Required action: Go through the lines below. Copy those with "linejoin".

Data entries
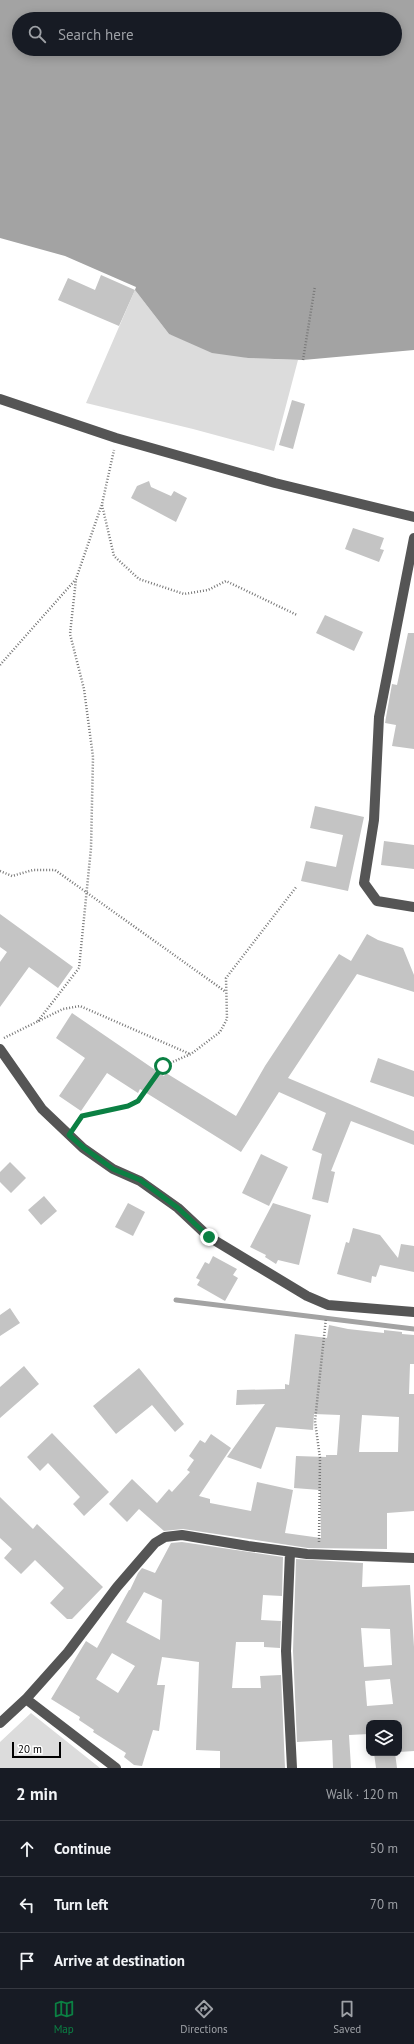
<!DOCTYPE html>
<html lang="en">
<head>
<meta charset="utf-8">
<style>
  :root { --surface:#171b24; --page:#242831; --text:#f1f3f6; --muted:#9ea1a6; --line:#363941; --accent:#0b8043 }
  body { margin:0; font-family:"PT Sans",sans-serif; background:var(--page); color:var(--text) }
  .controls { position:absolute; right:12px; bottom:12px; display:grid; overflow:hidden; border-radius:8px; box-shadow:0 2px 10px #0003 }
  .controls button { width:36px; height:36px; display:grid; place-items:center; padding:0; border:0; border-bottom:1px solid var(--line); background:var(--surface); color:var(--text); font:20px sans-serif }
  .scale { position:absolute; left:12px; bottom:10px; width:49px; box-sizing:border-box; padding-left:4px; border:2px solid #000; border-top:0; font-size:11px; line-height:14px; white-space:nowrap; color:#000; -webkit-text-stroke:3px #fff; paint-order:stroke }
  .stop { position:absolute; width:12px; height:12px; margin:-9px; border:3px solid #0b8043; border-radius:50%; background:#fff }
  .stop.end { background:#0b8043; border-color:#fff; box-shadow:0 1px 4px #0008 }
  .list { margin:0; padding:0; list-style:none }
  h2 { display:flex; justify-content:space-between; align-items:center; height:52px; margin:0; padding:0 16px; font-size:17px }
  h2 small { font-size:13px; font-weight:400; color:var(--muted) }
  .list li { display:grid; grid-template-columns:26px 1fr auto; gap:12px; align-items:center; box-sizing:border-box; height:56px; padding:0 16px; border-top:1px solid var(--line) }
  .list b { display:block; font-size:15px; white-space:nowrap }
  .list em { font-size:13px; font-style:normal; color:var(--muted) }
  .icon { flex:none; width:22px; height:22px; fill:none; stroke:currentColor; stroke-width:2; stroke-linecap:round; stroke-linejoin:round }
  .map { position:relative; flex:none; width:414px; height:1768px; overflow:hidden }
  .search { position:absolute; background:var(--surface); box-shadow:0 2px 10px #0003; left:12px; right:12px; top:12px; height:44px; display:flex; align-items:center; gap:10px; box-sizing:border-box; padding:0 14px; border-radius:22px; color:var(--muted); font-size:15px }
  .sheet { height:220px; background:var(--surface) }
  nav { display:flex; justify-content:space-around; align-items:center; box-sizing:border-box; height:56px; border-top:1px solid var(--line); background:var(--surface); font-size:11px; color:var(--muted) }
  nav a { display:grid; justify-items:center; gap:2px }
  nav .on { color:var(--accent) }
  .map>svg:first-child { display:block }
  .green { fill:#dcdcdc }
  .water { fill:#a3a3a3; fill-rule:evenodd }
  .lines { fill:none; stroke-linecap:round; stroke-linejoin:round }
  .stream { stroke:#a3a3a3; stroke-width:5 }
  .building { fill:#c4c4c4; fill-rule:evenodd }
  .path { stroke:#777; stroke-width:2.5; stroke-dasharray:1 2; stroke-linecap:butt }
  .minor { stroke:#555; stroke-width:10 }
  .route { stroke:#0b8043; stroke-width:5 }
</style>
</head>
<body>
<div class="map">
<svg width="414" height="1768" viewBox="0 0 414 1768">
  <rect width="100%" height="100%" fill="#fff"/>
  <path class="green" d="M 135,290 L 169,334 L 248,358 L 298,360 L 274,451 L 193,429 L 86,403 Z
    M 31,1713 L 100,1768 L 0,1768 L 0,1742 Z"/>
  <path class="water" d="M 0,0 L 414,0 L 414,350 L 303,360 L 248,358 L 212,353 L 169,334 L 135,290 L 136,287 L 65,256 L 0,238 ZM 19,19 L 395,19 L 395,49 L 19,49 Z"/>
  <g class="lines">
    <path class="stream" d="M 176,1300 L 414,1329"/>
  </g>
  <path class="building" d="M 101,275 L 135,290 L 119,326 L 58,300 L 68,278 L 95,290 Z
    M 292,400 L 305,404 L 293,449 L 279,445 Z
    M 149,481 L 151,487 L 171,496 L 174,491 L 187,498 L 176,522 L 131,498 L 137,486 Z
    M 353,528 L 384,538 L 380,549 L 384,550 L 379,562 L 345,549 Z
    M 325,615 L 363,632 L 354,651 L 316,633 Z
    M 408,633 L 414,633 L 414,749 L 392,746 L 396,725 L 385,723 L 392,684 L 397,685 Z
    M 315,806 L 364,817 L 348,891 L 301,881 L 306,861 L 336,867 L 343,835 L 310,828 Z
    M 384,841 L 414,845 L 414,869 L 381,865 Z
    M 0,914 L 73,967 L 58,988 L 29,967 L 0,1007 L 0,962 L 7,952 L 0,947 Z
    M 367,934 L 378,940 L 403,948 L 414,975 L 414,992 L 357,974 L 288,1078 L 414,1131 L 414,1145 L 351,1121 L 331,1171 L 335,1172 L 328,1203 L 312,1199 L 322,1154 L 312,1150 L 326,1113 L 279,1092 L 241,1152 L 140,1089 L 138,1093 L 107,1073 L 81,1111 L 59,1096 L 85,1058 L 56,1038 L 72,1013 L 164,1076 L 166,1073 L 236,1116 L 265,1066 L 339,954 L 351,961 Z
    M 378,1058 L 414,1071 L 414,1097 L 370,1082 Z
    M 261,1154 L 288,1167 L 269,1206 L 242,1193 Z
    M 10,1162 L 26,1178 L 11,1193 L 0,1182 L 0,1172 Z
    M 44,1196 L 57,1211 L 41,1225 L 28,1210 Z
    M 128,1203 L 145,1212 L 133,1236 L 115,1227 Z
    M 273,1203 L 311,1215 L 299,1265 L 278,1260 L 276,1264 L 265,1257 L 266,1255 L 250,1247 Z
    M 353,1228 L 380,1235 L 398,1258 L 401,1244 L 414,1246 L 414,1272 L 380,1265 L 376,1277 L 372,1276 L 371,1283 L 337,1274 L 346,1242 L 349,1243 Z
    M 213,1256 L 237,1269 L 233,1275 L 238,1278 L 225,1301 L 197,1285 L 200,1280 L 196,1278 L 205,1262 L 209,1264 Z
    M 10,1308 L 20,1323 L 0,1336 L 0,1315 Z
    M 329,1325 L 348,1329 L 384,1333 L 384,1330 L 402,1332 L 402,1334 L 414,1335 L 414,1364 L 410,1364 L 409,1394 L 414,1394 L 414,1511 L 387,1513 L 387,1549 L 308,1548 L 183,1529 L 164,1531 L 139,1509 L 127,1522 L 109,1504 L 132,1479 L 157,1503 L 169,1489 L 172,1492 L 190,1472 L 187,1470 L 194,1460 L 189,1456 L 200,1440 L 205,1443 L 211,1434 L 231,1448 L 199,1496 L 210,1499 L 210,1503 L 251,1511 L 257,1482 L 293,1490 L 285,1533 L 321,1538 L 320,1490 L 294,1488 L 296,1456 L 326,1457 L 326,1455 L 337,1455 L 340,1415 L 314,1414 L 313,1430 L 276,1427 L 261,1469 L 227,1457 L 265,1404 L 236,1405 L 237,1390 L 285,1389 L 285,1384 L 289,1385 L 295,1334 L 327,1338 ZM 362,1415 L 399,1417 L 398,1452 L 359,1452 Z
    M 24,1366 L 39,1384 L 0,1418 L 0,1387 Z
    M 139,1368 L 184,1424 L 175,1432 L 152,1405 L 116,1434 L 93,1406 Z
    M 52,1433 L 109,1492 L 84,1516 L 73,1504 L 80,1497 L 48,1463 L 40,1471 L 27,1457 Z
    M 0,1497 L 33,1529 L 37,1524 L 103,1587 L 72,1619 L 67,1619 L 50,1603 L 64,1588 L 35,1560 L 21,1574 L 4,1558 L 12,1549 L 0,1538 Z
    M 182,1542 L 283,1557 L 282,1596 L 263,1595 L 261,1620 L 281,1621 L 280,1648 L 264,1647 L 264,1642 L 236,1642 L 232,1688 L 261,1688 L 260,1676 L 281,1675 L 285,1768 L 220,1768 L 220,1751 L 196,1750 L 199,1662 L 162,1657 L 157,1685 L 165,1685 L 159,1731 L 153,1730 L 142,1766 L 134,1765 L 124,1757 L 126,1753 L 93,1732 L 94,1730 L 79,1720 L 80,1717 L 51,1699 L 86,1641 L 97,1648 L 129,1590 L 130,1590 L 138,1573 L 142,1568 L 155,1573 L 171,1543 ZM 144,1592 L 162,1600 L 160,1640 L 126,1622 ZM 112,1653 L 135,1666 L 118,1693 L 96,1679 Z
    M 296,1559 L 363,1563 L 362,1587 L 410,1585 L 414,1647 L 414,1751 L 399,1752 L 399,1723 L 369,1723 L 369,1734 L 349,1735 L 351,1768 L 333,1768 L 332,1740 L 297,1742 L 293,1651 ZM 361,1628 L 390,1629 L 392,1665 L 364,1667 ZM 390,1679 L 393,1704 L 367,1706 L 365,1681 Z
    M 374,1753 L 395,1753 L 397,1768 L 376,1768 Z"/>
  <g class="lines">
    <path class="path" d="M 303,360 L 315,286
      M 102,505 L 114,556 L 139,579 L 184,594 L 208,590 L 226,581 L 297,615
      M 0,665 L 76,579 L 102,504 L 114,450
      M 0,871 L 12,876 L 33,870 L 55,870 L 226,992
      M 38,1021 L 79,968 L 91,848 L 93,757 L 84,689 L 70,634 L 76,579
      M 4,1038 L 63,1009 L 80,1006 L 190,1054
      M 76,1125 L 82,1116 L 128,1106 L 138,1101 L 163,1066 L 191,1054 L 220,1032 L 227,1019 L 226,978 L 297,886
      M 319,1542 L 320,1458 L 315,1421 L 326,1318"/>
    <path class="minor" d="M 0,399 L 116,438 L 275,483 L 414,517
      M 414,538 L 379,717 L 374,820 L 364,883 L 377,901 L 414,907
      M 0,1049 L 42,1109 L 83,1148 L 113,1169 L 140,1181 L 178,1208 L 209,1237 L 307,1296 L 328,1305 L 414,1312
      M 290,1552 L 286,1651 L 292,1768
      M 26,1699 L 116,1768
      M 0,1723 L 26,1699 L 68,1652 L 117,1587 L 155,1543 L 165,1537 L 182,1535 L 248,1546 L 307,1554 L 414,1558"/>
  </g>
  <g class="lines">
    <path class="route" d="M 163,1066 L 138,1101 L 128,1106 L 82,1116 L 69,1135 L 84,1148 L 113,1169 L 140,1180 L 178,1208 L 209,1237"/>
  </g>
</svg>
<div class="controls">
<button><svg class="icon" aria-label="layers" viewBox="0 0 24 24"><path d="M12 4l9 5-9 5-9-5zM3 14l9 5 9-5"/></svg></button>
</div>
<div class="scale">20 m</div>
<div class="stop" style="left:163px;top:1066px"></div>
<div class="stop end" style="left:209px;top:1237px"></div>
<div class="search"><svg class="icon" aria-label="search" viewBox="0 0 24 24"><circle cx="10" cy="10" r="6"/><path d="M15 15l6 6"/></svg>Search here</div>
</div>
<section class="sheet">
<h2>2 min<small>Walk · 120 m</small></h2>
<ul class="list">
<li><svg class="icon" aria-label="ahead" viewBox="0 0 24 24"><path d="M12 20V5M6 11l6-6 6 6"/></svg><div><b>Continue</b></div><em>50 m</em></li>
<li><svg class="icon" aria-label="left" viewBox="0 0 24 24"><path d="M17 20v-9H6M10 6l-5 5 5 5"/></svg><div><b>Turn left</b></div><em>70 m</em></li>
<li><svg class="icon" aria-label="arrive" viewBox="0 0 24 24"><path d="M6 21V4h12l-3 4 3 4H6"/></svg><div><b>Arrive at destination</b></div></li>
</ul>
</section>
<nav>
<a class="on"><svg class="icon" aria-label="map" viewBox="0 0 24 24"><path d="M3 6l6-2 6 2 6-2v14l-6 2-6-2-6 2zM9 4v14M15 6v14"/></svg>Map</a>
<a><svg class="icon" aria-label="directions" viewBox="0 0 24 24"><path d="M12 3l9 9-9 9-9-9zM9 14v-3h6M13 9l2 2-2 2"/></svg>Directions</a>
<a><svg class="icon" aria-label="saved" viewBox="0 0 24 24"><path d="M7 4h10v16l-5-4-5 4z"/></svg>Saved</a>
</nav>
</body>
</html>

Exercise solution:
  .icon { flex:none; width:22px; height:22px; fill:none; stroke:currentColor; stroke-width:2; stroke-linecap:round; stroke-linejoin:round }
  .lines { fill:none; stroke-linecap:round; stroke-linejoin:round }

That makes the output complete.